*** DATASET Section Begins ***
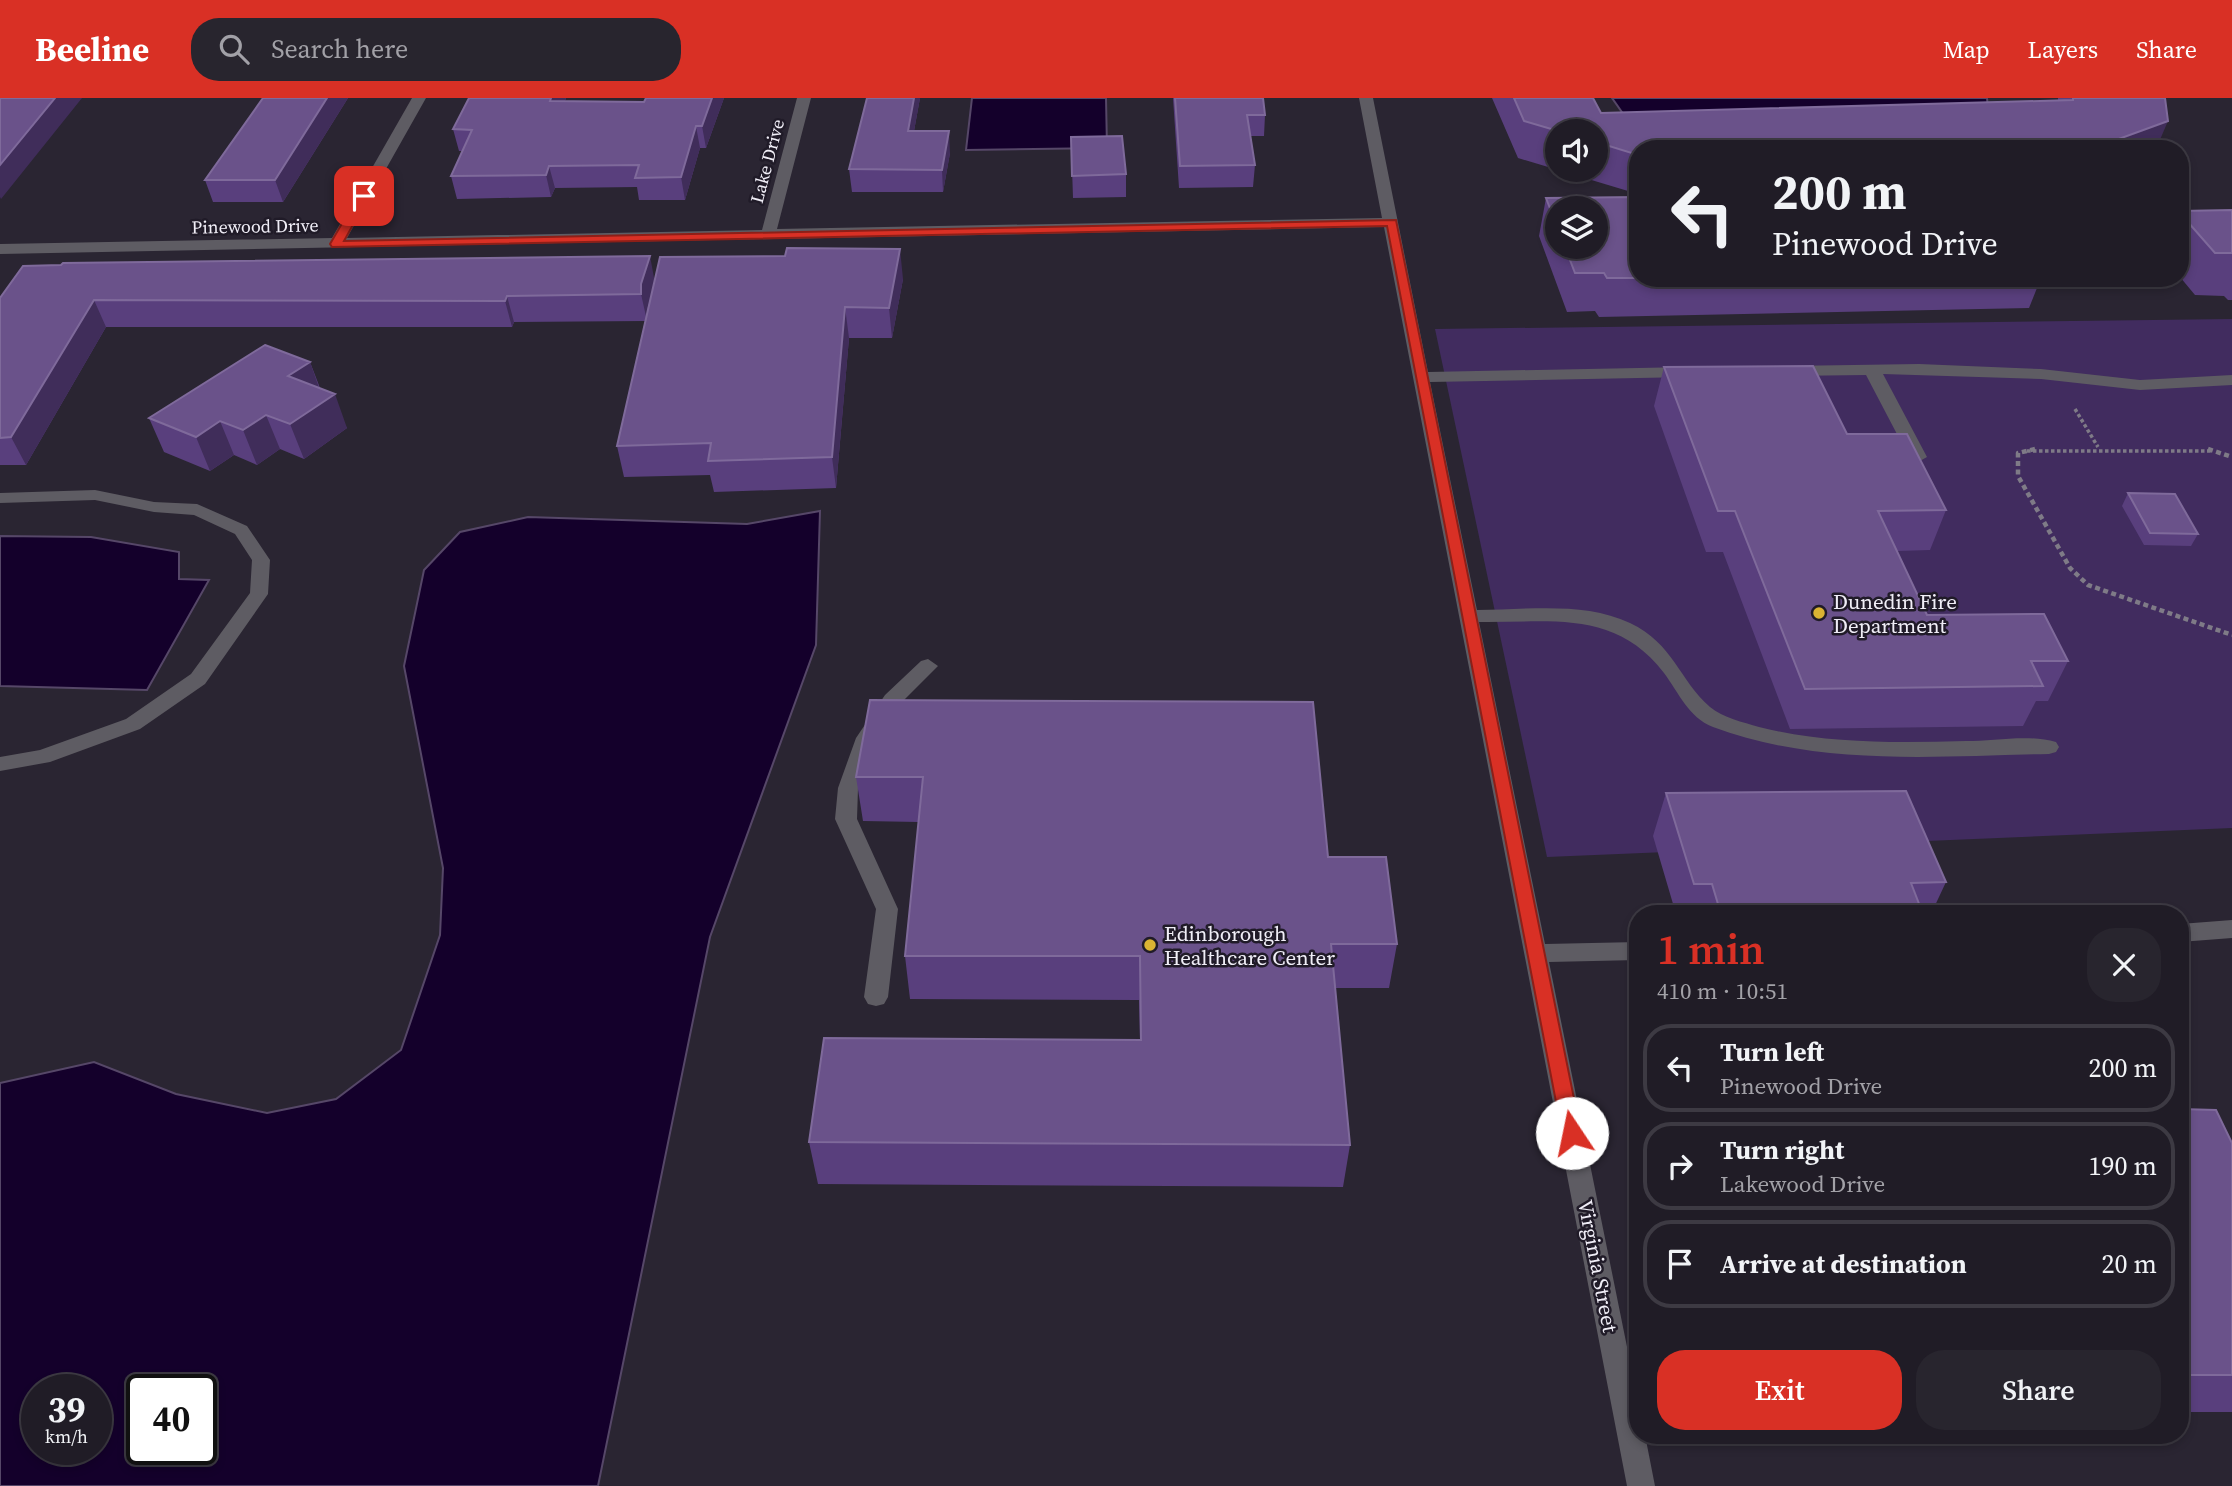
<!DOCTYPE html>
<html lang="en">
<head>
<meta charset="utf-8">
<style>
  :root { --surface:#201c26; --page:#28252e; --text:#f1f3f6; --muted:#a2a1a7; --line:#3d3a43; --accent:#d93025 }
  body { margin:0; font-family:"Source Serif 4",serif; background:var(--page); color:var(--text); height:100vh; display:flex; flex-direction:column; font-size:26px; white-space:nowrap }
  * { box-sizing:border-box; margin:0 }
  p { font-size:23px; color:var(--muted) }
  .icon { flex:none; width:38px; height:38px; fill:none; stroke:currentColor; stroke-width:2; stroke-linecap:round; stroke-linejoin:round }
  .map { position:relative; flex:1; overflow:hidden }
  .details { position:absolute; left:1629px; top:807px; width:560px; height:539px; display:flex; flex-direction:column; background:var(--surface); border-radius:28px; box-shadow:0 4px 10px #0003,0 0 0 2px var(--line) }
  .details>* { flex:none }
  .guide { position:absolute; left:1629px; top:42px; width:560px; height:147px; border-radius:28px; box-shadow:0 4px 10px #0003,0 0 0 2px var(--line); background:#201c26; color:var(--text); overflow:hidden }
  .controls { position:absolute; left:1545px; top:21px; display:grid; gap:14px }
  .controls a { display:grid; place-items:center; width:63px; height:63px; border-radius:50%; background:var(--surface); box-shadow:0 4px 10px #0003,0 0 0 2px var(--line); font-size:35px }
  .speed { position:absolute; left:21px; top:1276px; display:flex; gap:14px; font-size:35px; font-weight:700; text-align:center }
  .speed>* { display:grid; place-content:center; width:91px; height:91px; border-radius:50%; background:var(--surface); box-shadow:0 4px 10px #0003,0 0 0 2px var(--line); line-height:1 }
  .speed small { font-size:18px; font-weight:400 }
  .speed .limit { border:4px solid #111; border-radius:10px; background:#fff; color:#111 }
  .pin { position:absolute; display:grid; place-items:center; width:60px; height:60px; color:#fff; margin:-30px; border-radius:14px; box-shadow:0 4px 10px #0006 }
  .me { position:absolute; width:77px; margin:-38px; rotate:349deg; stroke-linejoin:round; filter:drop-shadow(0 0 5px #0008) }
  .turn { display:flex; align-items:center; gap:24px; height:147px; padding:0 28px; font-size:32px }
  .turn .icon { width:91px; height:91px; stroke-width:2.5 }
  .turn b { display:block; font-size:49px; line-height:60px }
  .round { display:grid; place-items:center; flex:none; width:74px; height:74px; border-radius:28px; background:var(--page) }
  .summary { display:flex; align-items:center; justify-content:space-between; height:119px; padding:0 28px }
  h1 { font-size:42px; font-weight:600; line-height:52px; color:var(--accent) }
  .action { display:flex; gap:14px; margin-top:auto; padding:14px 28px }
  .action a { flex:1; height:80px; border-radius:28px; background:var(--accent); color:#fff; font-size:28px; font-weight:600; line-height:80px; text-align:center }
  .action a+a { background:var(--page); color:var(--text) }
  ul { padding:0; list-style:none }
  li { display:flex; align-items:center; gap:21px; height:88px; margin:0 14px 10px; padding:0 14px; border:4px solid var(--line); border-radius:28px }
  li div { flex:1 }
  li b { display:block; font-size:26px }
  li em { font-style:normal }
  header { display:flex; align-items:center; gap:42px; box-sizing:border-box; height:98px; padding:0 35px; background:var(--accent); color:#fff }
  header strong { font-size:33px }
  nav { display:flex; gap:38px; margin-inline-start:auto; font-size:24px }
  .search { width:490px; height:63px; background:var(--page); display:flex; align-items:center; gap:18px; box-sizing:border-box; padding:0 24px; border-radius:28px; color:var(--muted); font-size:26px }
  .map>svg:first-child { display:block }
</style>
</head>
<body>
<header>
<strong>Beeline</strong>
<div class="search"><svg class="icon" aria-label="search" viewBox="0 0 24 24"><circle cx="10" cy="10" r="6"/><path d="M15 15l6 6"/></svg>Search here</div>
<nav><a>Map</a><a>Layers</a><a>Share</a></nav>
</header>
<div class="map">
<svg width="2232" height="1388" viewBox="0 0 2232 1388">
  <rect width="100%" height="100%" fill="#2a2532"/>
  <!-- green -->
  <path fill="#412c5f" d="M2232 221V730L1547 759 1435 231Z"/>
  <!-- water -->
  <path fill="#14002b" stroke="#564768" stroke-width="2" fill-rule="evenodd" d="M972 0H1106L1107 50 966 52Z
    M1612 0H1987L1989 21 1643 44Z
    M820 413 816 547 710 839 598 1388H0V985L94 964 176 996 267 1015 336 1001 401 952 440 837 443 770 404 568 424 472 460 434 528 419 747 426ZM37 1292H96V1351H37ZM142 1292H201V1351H142Z
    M0 438 91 439 179 454V481L209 482 147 592 0 588Z"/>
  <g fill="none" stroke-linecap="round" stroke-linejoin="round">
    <!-- path-far1 -->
    <path stroke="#7f7b87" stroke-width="3.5" stroke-dasharray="3.5 2.5" stroke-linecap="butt" d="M2075 311 2098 349
      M2027 353H2213"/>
    <!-- path -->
    <path stroke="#7f7b87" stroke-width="4.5" stroke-dasharray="5 3.5" stroke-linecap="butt" d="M2035 351 2018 355V378L2070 470 2088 487 2232 537
      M2208 351 2232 359"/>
    <!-- minor -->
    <path fill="#5e5c63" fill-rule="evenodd" d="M412 0H426L347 140 762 132 797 0H811L777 131 1382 120 1359 0H1373L1428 274 1689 269 1697 274 1689 279 1430 284 1477 512C1526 512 1584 503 1630 525 1674 546 1679 582 1710 609 1723 620 1743 624 1759 629 1826 646 1897 645 1966 643 1994 643 2029 636 2056 644L2059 649 2056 654 2049 656C1937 658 1820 669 1713 629 1688 619 1679 595 1664 575 1615 511 1551 525 1479 524L1545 846 1638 844V862L1549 864 1638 1303V1337H1645L1655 1388H1627L1384 129 0 156V146L332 140Z
      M1919 266 2041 271 2140 282 2232 277V287L2140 292 2041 281 1883 276 1927 359 1918 364 1909 359 1866 277 1787 278 1779 273 1787 268Z
      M95 392 154 404 197 406 247 428 270 462 268 496 205 586 140 631 50 664 0 673V659L40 652 126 621 191 576 250 495 252 462 235 436 194 417 154 414 95 402 0 405V395Z
      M928 561 938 568 899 607 873 646 858 690 857 721 898 811 888 899 884 906 876 908 868 906 864 899 876 811 835 721 838 690 856 640 885 597 921 563Z
      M2232 822V840L2180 844V826Z"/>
  </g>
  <!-- wall -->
  <path fill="#593f7d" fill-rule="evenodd" d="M263 0H348L283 104H213L205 82Z
    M469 0H566L565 3 644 4 646 0H724L706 50H700L685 102H639L637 89 555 90 551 99 457 101 451 78 462 53H459L453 31Z
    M920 0 914 33 950 55 943 94H852L849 71Z
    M1173 0H1263L1265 17 1264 38H1250L1255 67 1253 89 1179 90Z
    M1492 0H1593L1601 15 2058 3V0H2165L2156 51H1638V96L1518 60ZM1558 33H1596V72H1558Z
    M1071 39 1126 76V99L1073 100Z
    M1638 99V180H2041L2029 210 1599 219 1595 213 1567 214 1539 138 1546 100ZM1558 110H1596V149H1558Z
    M2232 112V202H2228L2224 198 2195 197 2180 179V113Z
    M903 181 892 240H849L836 390 714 394 710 377 624 379 617 348 645 223 514 224 512 229H106L26 367H0V200L655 182Z
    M310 264 320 290 347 330 304 361 280 351 257 367 234 357 210 373 164 354 149 320Z
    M1664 269 1847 336 1946 412 1930 452 1897 453 1927 517 2068 563 2048 603H2036L2023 628 1790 631 1723 454H1706L1654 308Z
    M2128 395 2198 436 2191 448 2144 447 2122 408Z
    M870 602 1328 759 1397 846 1389 890H1335L1350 1047 1343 1089 818 1086 809 1044 1140 942 1139 902 910 901 905 858 919 724 863 723 856 679Z
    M1666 695 1946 784 1931 816H1676L1653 738Z
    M2180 1011 2232 1045V1314H2180Z"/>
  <!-- shaded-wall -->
  <path fill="#402d5a" d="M55 0H82L1 101 0 99V67Z
    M327 0H348L283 104 275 82Z
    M551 0H566L555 25 550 3Z
    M712 0H724L706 50 702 28Z
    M914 0H920L910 55 908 33Z
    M2168 23 2156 51H2113L2116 42Z
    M696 28 700 50 685 102 681 79Z
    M949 33 950 55 943 94 942 72Z
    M549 68 555 90 551 99 546 77Z
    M900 151 903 181 892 240 889 210Z
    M650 158 655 185 647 212V223L641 196V186Z
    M507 198 514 224 512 229 505 203Z
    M94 202 106 229 26 367 11 339Z
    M845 209 849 240 836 390 832 359Z
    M310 264 322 298 288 278Z
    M335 296 347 330 304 361 290 326Z
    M266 317 280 351 257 367 243 332Z
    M220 323 234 357 210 373 196 339Z"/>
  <!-- building -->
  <path fill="#6a528a" stroke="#7f6a9b" stroke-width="2" d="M1 0H55L0 67V1Z
    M263 0H327L275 82H205Z
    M469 0H551L550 3 644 4 646 0H712L702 28H696L681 79 635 80 639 67 549 68 546 77 451 78 472 32 453 31Z
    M867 0H914L908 33H949L942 72 849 71Z
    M1175 0H1263L1265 17H1247L1255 67 1180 68Z
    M1514 0H1593L1601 15 2073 2V0H2165L2168 23 2116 42 1993 44 1998 51H1638V57L1596 44V33H1558L1524 23Z
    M1122 38 1126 76 1072 78 1071 39Z
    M1638 99V180H1607L1604 175H1575L1565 149H1596V110H1558V131L1546 100Z
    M2232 112V155H2215L2180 115V113Z
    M787 150 900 151 889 210 845 209 832 359 708 363 711 345 617 348 660 159 785 158Z
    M650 158 641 186V196L507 198 505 203 94 202 11 339 0 340V200L23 168 61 167 63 165Z
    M265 247 310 264 288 278 335 296 290 326 266 317 243 332 220 323 196 339 149 320Z
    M1813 268 1847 336H1907L1946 412 1878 413 1927 517 2044 516 2068 563H2031L2043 588 1805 591 1735 413H1718L1664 269Z
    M2128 395 2175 396 2198 436 2150 435Z
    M870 602 1313 604 1328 759H1386L1397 846H1331L1350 1047 809 1044 824 940 1141 942 1140 858H905L923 679H856Z
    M1906 693 1946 784 1911 785 1923 816H1721L1712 786H1694L1666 695Z
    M2180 1011 2216 1012 2232 1045V1277H2180Z"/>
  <!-- route -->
  <path fill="#d93025" stroke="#8d1f18" stroke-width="2" d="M364 94 369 98 344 143 1396 122 1581 1035 1578 1041H1565L1562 1035 1387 128 332 149 330 146 358 98Z"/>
  <!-- markers -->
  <g fill="#dab333" stroke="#201b28" stroke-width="2.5">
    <circle cx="1819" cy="515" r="7"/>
    <circle cx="1150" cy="847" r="7"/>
  </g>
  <g text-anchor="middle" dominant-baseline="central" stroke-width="5" stroke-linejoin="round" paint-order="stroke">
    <!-- far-street labels -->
    <g font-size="18" fill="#f0eef7" stroke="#201b28">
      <text transform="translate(767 63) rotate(-75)">Lake Drive</text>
      <text transform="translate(255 128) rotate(-1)">Pinewood Drive</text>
    </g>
    <!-- poi labels -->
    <g font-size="21" fill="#f0eef7" stroke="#201b28" text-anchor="start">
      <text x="1833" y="503">Dunedin Fire<tspan x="1833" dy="24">Department</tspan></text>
      <text x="1164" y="835">Edinborough<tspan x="1164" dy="24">Healthcare Center</tspan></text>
    </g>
    <!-- street labels -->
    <g font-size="21" fill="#f0eef7" stroke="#201b28">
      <text transform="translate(1598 1168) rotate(79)">Virginia Street</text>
    </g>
  </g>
</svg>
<div class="controls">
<a><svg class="icon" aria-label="sound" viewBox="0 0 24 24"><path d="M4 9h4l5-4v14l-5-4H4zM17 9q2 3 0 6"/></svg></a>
<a><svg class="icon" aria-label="layers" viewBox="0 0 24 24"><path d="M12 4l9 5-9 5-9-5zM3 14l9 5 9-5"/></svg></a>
</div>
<div class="speed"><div>39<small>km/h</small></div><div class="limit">40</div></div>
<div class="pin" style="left:364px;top:98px;background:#d93025"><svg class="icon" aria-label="arrive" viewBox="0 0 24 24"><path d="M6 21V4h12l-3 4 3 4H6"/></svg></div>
<svg class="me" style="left:1572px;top:1035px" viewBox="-20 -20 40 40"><circle r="19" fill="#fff"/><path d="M0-13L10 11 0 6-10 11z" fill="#d93025"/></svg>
<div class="guide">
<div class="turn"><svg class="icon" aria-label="left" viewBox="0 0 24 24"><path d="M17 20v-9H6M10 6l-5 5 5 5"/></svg><div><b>200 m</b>Pinewood Drive</div></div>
</div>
<section class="details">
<div class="summary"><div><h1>1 min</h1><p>410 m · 10:51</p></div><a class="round"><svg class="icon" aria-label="close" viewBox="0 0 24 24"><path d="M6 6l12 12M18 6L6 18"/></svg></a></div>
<ul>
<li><svg class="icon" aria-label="left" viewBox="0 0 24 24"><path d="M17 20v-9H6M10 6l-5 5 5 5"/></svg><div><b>Turn left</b><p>Pinewood Drive</p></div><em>200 m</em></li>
<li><svg class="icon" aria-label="right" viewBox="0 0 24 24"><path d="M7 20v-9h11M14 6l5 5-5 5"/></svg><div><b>Turn right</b><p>Lakewood Drive</p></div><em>190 m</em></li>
<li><svg class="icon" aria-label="arrive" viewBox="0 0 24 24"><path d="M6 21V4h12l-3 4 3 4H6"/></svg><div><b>Arrive at destination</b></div><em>20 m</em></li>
</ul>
<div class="action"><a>Exit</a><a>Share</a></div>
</section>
</div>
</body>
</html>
*** DATASET Section Ends ***
[EXERCISE] Starting at the line that has "flex:none; width:38px; height:38px;" in the records above, restate word for word every line until the one that has "display:block; font-size:49px; line-height:60px", and include that one as well.

[EXERCISE RESULT]
  .icon { flex:none; width:38px; height:38px; fill:none; stroke:currentColor; stroke-width:2; stroke-linecap:round; stroke-linejoin:round }
  .map { position:relative; flex:1; overflow:hidden }
  .details { position:absolute; left:1629px; top:807px; width:560px; height:539px; display:flex; flex-direction:column; background:var(--surface); border-radius:28px; box-shadow:0 4px 10px #0003,0 0 0 2px var(--line) }
  .details>* { flex:none }
  .guide { position:absolute; left:1629px; top:42px; width:560px; height:147px; border-radius:28px; box-shadow:0 4px 10px #0003,0 0 0 2px var(--line); background:#201c26; color:var(--text); overflow:hidden }
  .controls { position:absolute; left:1545px; top:21px; display:grid; gap:14px }
  .controls a { display:grid; place-items:center; width:63px; height:63px; border-radius:50%; background:var(--surface); box-shadow:0 4px 10px #0003,0 0 0 2px var(--line); font-size:35px }
  .speed { position:absolute; left:21px; top:1276px; display:flex; gap:14px; font-size:35px; font-weight:700; text-align:center }
  .speed>* { display:grid; place-content:center; width:91px; height:91px; border-radius:50%; background:var(--surface); box-shadow:0 4px 10px #0003,0 0 0 2px var(--line); line-height:1 }
  .speed small { font-size:18px; font-weight:400 }
  .speed .limit { border:4px solid #111; border-radius:10px; background:#fff; color:#111 }
  .pin { position:absolute; display:grid; place-items:center; width:60px; height:60px; color:#fff; margin:-30px; border-radius:14px; box-shadow:0 4px 10px #0006 }
  .me { position:absolute; width:77px; margin:-38px; rotate:349deg; stroke-linejoin:round; filter:drop-shadow(0 0 5px #0008) }
  .turn { display:flex; align-items:center; gap:24px; height:147px; padding:0 28px; font-size:32px }
  .turn .icon { width:91px; height:91px; stroke-width:2.5 }
  .turn b { display:block; font-size:49px; line-height:60px }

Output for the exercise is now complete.